Forex trading has become a very popular mode of investment these days, surging ahead of stock markets in terms of total turnover. It provides a chance to an individual to book profits whenever there is a movement in the price of currency pairs. This is similar to investing in the economy of a country as the price of currency is often dictated by the shape and health of a country. There are many different strategies in earning a profit from currency markets and Scalping is just one of them. This is a technique of placing a bet and exiting from the trade as soon as it turns profitable without waiting in the hope of higher profits.
The Reason and Aim of Scalping
A scalper or the trader who follows the scalping technique will stay in a trade for only a few minutes or seconds as he/she has to book his/her profit and get out of the trade at the first instant the trade turns advantageous. The major aim of scalping is to allow a trader to make a few pips with every trade, giving him ample time to conduct many such trades in a day.

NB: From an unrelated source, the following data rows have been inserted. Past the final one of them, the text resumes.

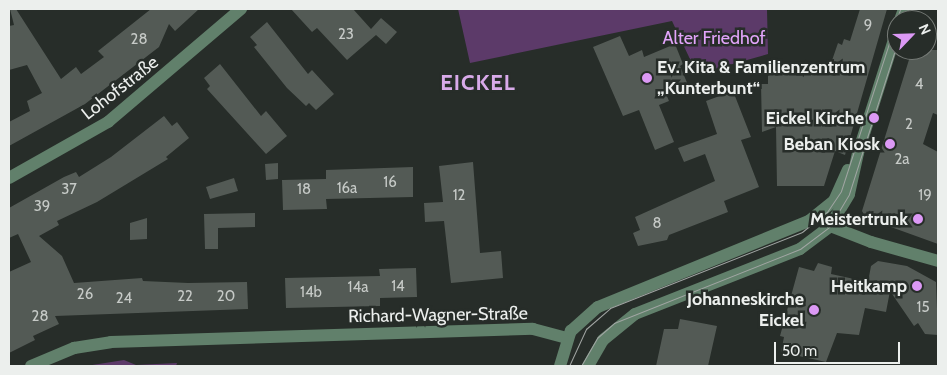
<!DOCTYPE html>
<meta charset="utf-8">
<style>
body{margin:0}
#map{position:relative;width:947px;height:375px;overflow:hidden;background:#272d29;font-family:Cabin,sans-serif}
div>[style]{position:absolute}
.green>*{inset:0;background:#5c3a69}
.building>*{inset:0;background:#535a55}
.minor>*{height:12px;margin:-6px;padding:0 6px;transform-origin:6px;border-radius:6px;background:#61806b}
.tram>*{height:1px;margin:-0.5px;padding:0 0.5px;transform-origin:0.5px;border-radius:0.5px;background:#a1a5a3}
.dots>*{width:14px;height:14px;translate:-50% -50%;box-sizing:border-box;border:2px solid #272d29;border-radius:50%}
span{translate:-50% -50%;white-space:nowrap;text-align:center;line-height:1.15;-webkit-text-stroke:5px #272d29;paint-order:stroke}
.number-label{font-size:15px;color:#c6cac7}
.number-label span{-webkit-text-stroke-width:0}
.park-label{font-size:18px;color:#e2a4fa}
.poi-label{font-size:18px;color:#ecefed;font-weight:700}
.left{translate:0 -50%;text-align:left}
.right{translate:-100% -50%;text-align:right}
.street-label{font-size:18px;color:#ecefed}
.district-label{font-size:22px;color:#d8aae9;font-weight:700;letter-spacing:1px}
.frame{position:absolute;inset:0;border:10px solid #ecefed;pointer-events:none}
.north{position:absolute;left:887px;top:10px;width:50px;height:50px;box-sizing:border-box;background:#272d29;border:1px solid #767b77;border-radius:50%;rotate:66deg;font-size:14px;font-weight:700;line-height:20px;text-align:center;color:#ecefed}
.north::after{content:'';display:block;margin:auto;width:18px;height:22px;background:#dc99f5;clip-path:polygon(50% 0,100% 100%,50% 72%,0 100%)}
.scale{position:absolute;left:774px;top:342px;width:126px;height:22px;box-sizing:border-box;border:2px solid #ecefed;border-top:0;padding-left:6px;font-size:15px;line-height:18px;white-space:nowrap;color:#ecefed;-webkit-text-stroke:4px #272d29;paint-order:stroke}
</style>
<div id="map">
<div class="green">
<i style="clip-path:polygon(458px 9px,767px 9px,768px 54px,697px 74px,672px 21px,470px 63px)"></i>
<i style="clip-path:polygon(124px 360px,136px 365px,177px 363px,176px 366px,86px 366px)"></i>
</div>
<div class="building">
<i style="clip-path:polygon(10px 9px,16px 9px,61px 79px,76px 67px,81px 74px,104px 57px,98px 51px,151px 9px,199px 9px,175px 31px,169px 24px,159px 47px,85px 104px,9px 146px,9px 122px,30px 111px,27px 101px,42px 93px,27px 65px,9px 70px,9px 26px,14px 25px)"></i>
<i style="clip-path:polygon(291px 9px,353px 9px,371px 29px,381px 18px,397px 32px,386px 44px,376px 35px,347px 60px,317px 28px,312px 32px)"></i>
<i style="clip-path:polygon(860px 9px,887px 9px,845px 155px,835px 151px,824px 186px,777px 186px,776px 127px,762px 132px,761px 84px,768px 84px,768px 67px,811px 67px,828px 72px,838px 43px,842px 45px,844px 39px,850px 41px)"></i>
<i style="clip-path:polygon(267px 22px,308px 74px,312px 70px,334px 94px,316px 110px,309px 103px,306px 106px,287px 88px,254px 47px,257px 45px,250px 37px)"></i>
<i style="clip-path:polygon(620px 36px,629px 56px,642px 50px,644px 57px,675px 44px,683px 64px,680px 66px,688px 85px,666px 94px,669px 101px,659px 105px,674px 142px,655px 150px,639px 110px,623px 116px,593px 47px)"></i>
<i style="clip-path:polygon(912px 50px,938px 50px,938px 115px,933px 113px,923px 144px,938px 152px,938px 244px,866px 218px,862px 211px)"></i>
<i style="clip-path:polygon(220px 64px,261px 116px,266px 111px,287px 136px,266px 154px,207px 89px,210px 86px,204px 78px)"></i>
<i style="clip-path:polygon(733px 91px,751px 137px,741px 140px,759px 187px,724px 201px,728px 212px,669px 235px,667px 240px,638px 246px,633px 233px,640px 230px,635px 217px,715px 181px,705px 154px,684px 162px,678px 148px,717px 134px,706px 101px)"></i>
<i style="clip-path:polygon(164px 116px,172px 126px,177px 122px,189px 138px,166px 157px,168px 159px,97px 202px,57px 221px,59px 225px,39px 236px,62px 256px,74px 283px,142px 278px,143px 281px,188px 283px,247px 282px,248px 309px,55px 316px,59px 324px,33px 336px,35px 340px,9px 353px,9px 272px,31px 262px,18px 234px,9px 238px,9px 208px,64px 177px,76px 172px,79px 177px,111px 157px)"></i>
<i style="clip-path:polygon(473px 162px,480px 253px,501px 251px,503px 278px,451px 283px,444px 221px,425px 222px,424px 203px,443px 202px,439px 166px)"></i>
<i style="clip-path:polygon(278px 163px,278px 179px,266px 180px,265px 164px)"></i>
<i style="clip-path:polygon(413px 167px,413px 197px,326px 199px,327px 209px,283px 210px,282px 180px,326px 179px,326px 170px)"></i>
<i style="clip-path:polygon(234px 178px,238px 191px,210px 199px,206px 187px)"></i>
<i style="clip-path:polygon(255px 213px,255px 227px,218px 228px,218px 249px,205px 249px,204px 214px)"></i>
<i style="clip-path:polygon(147px 218px,147px 239px,130px 240px,130px 223px)"></i>
<i style="clip-path:polygon(878px 261px,907px 266px,936px 282px,938px 335px,925px 334px,918px 323px,914px 326px,890px 291px,886px 312px,865px 308px,859px 335px,837px 333px,826px 362px,781px 352px,784px 337px,780px 336px,799px 267px,814px 271px,818px 263px,832px 267px,831px 274px,868px 282px,871px 266px)"></i>
<i style="clip-path:polygon(416px 268px,417px 297px,380px 298px,380px 306px,286px 308px,285px 278px,380px 276px,379px 269px)"></i>
<i style="clip-path:polygon(680px 319px,717px 326px,708px 366px,656px 366px,664px 329px,678px 329px)"></i>
</div>
<div class="minor">
<i style="left:900px;top:20px;width:12px;rotate:-70deg"></i>
<i style="left:9px;top:178px;width:114px;rotate:-29.5deg"></i>
<i style="left:108px;top:122px;width:175px;rotate:-40.4deg"></i>
<i style="left:830px;top:226px;width:44px;rotate:21.3deg"></i>
<i style="left:871px;top:242px;width:70px;rotate:15.8deg"></i>
<i style="left:31px;top:366px;width:47px;rotate:-22.7deg"></i>
<i style="left:74px;top:348px;width:37px;rotate:-9deg"></i>
<i style="left:111px;top:342px;width:422px;rotate:-1.8deg"></i>
<i style="left:533px;top:329px;width:35px;rotate:15deg"></i>
<i style="left:560px;top:366px;width:37px;rotate:-73deg"></i>
<i style="left:571px;top:331px;width:36px;rotate:-42deg"></i>
<i style="left:598px;top:307px;width:228px;rotate:-22.2deg"></i>
<i style="left:809px;top:221px;width:32px;rotate:-39deg"></i>
<i style="left:834px;top:201px;width:34px;rotate:-66deg"></i>
<i style="left:588px;top:366px;width:30px;rotate:-60deg"></i>
<i style="left:603px;top:340px;width:41px;rotate:-39.1deg"></i>
<i style="left:635px;top:314px;width:177px;rotate:-21.5deg"></i>
<i style="left:800px;top:249px;width:38px;rotate:-37deg"></i>
<i style="left:830px;top:226px;width:37px;rotate:-59deg"></i>
<i style="left:849px;top:194px;width:42px;rotate:-77.6deg"></i>
<i style="left:858px;top:153px;width:129px;rotate:-72.4deg"></i>
</div>
<div class="tram">
<i style="left:904px;top:20px;width:12px;rotate:-70deg"></i>
<i style="left:569px;top:366px;width:41px;rotate:-65.3deg"></i>
<i style="left:586px;top:329px;width:32px;rotate:-41deg"></i>
<i style="left:610px;top:308px;width:206px;rotate:-21.6deg"></i>
<i style="left:802px;top:232px;width:32px;rotate:-39deg"></i>
<i style="left:827px;top:212px;width:25px;rotate:-56deg"></i>
<i style="left:841px;top:191px;width:191px;rotate:-72deg"></i>
<i style="left:581px;top:366px;width:32px;rotate:-60deg"></i>
<i style="left:597px;top:338px;width:23px;rotate:-41deg"></i>
<i style="left:614px;top:323px;width:200px;rotate:-21.7deg"></i>
<i style="left:800px;top:249px;width:38px;rotate:-37deg"></i>
<i style="left:830px;top:226px;width:37px;rotate:-59deg"></i>
<i style="left:849px;top:194px;width:157px;rotate:-72.3deg"></i>
</div>
<div class="dots">
<i style="left:647px;top:78px;background:#dc99f5"></i>
<i style="left:874px;top:118px;background:#dc99f5"></i>
<i style="left:890px;top:144px;background:#dc99f5"></i>
<i style="left:918px;top:219px;background:#dc99f5"></i>
<i style="left:917px;top:286px;background:#dc99f5"></i>
<i style="left:814px;top:310px;background:#dc99f5"></i>
</div>
<div class="number-label">
<span style="left:868px;top:26px">9</span>
<span style="left:346px;top:35px">23</span>
<span style="left:139px;top:40px">28</span>
<span style="left:919px;top:85px">4</span>
<span style="left:909px;top:125px">2</span>
<span style="left:902px;top:160px">2a</span>
<span style="left:390px;top:183px">16</span>
<span style="left:347px;top:189px">16a</span>
<span style="left:69px;top:190px">37</span>
<span style="left:304px;top:190px">18</span>
<span style="left:459px;top:196px">12</span>
<span style="left:925px;top:196px">19</span>
<span style="left:42px;top:207px">39</span>
<span style="left:657px;top:224px">8</span>
<span style="left:398px;top:287px">14</span>
<span style="left:358px;top:288px">14a</span>
<span style="left:311px;top:293px">14b</span>
<span style="left:85px;top:295px">26</span>
<span style="left:185px;top:297px">22</span>
<span style="left:226px;top:297px">20</span>
<span style="left:124px;top:299px">24</span>
<span style="left:923px;top:308px">15</span>
<span style="left:40px;top:317px">28</span>
</div>
<div class="park-label">
<span style="left:714px;top:38px">Alter Friedhof</span>
</div>
<div class="poi-label">
<span class="left" style="left:657px;top:78px">Ev. Kita &amp; Familienzentrum<br>„Kunterbunt“</span>
<span class="right" style="left:864px;top:118px">Eickel Kirche</span>
<span class="right" style="left:880px;top:144px">Beban Kiosk</span>
<span class="right" style="left:908px;top:219px">Meistertrunk</span>
<span class="right" style="left:907px;top:286px">Heitkamp</span>
<span class="right" style="left:804px;top:310px">Johanneskirche<br>Eickel</span>
</div>
<div class="street-label">
<span style="left:120px;top:88px;rotate:-38deg">Lohofstraße</span>
<span style="left:438px;top:315px;rotate:-1deg">Richard-Wagner-Straße</span>
</div>
<div class="district-label">
<span style="left:478px;top:83px">EICKEL</span>
</div>
<div class="frame"></div>
<div class="north">N</div>
<div class="scale">50 m</div>
</div>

Traders interested in scalping are called futures players. This means they are there to make small profits with little movements of currencies unlike traders that stay in a trade for long duration in the hopes of higher earnings.
Small Profits That Add Up Become a Decent Sum by the End of the Day
The major premise behind scalping is the belief that the first stage of movement in the price of a currency will take place but it is difficult to predict the movement of the currency after a brief period of time. It is this belief that makes a scalper to exit as soon as he/she earns a profit of a few pips rather than staying in the trade for a longer time. Scalping is a good technique for investors who are interested in intra-day trading and do not have the patience or strategy to stay long in a trade. Your Forex Scalping strategy can either be manual or an automated strategy. Scalping is thus a guaranteed way to earn money by Forex trading as compared to other trading techniques.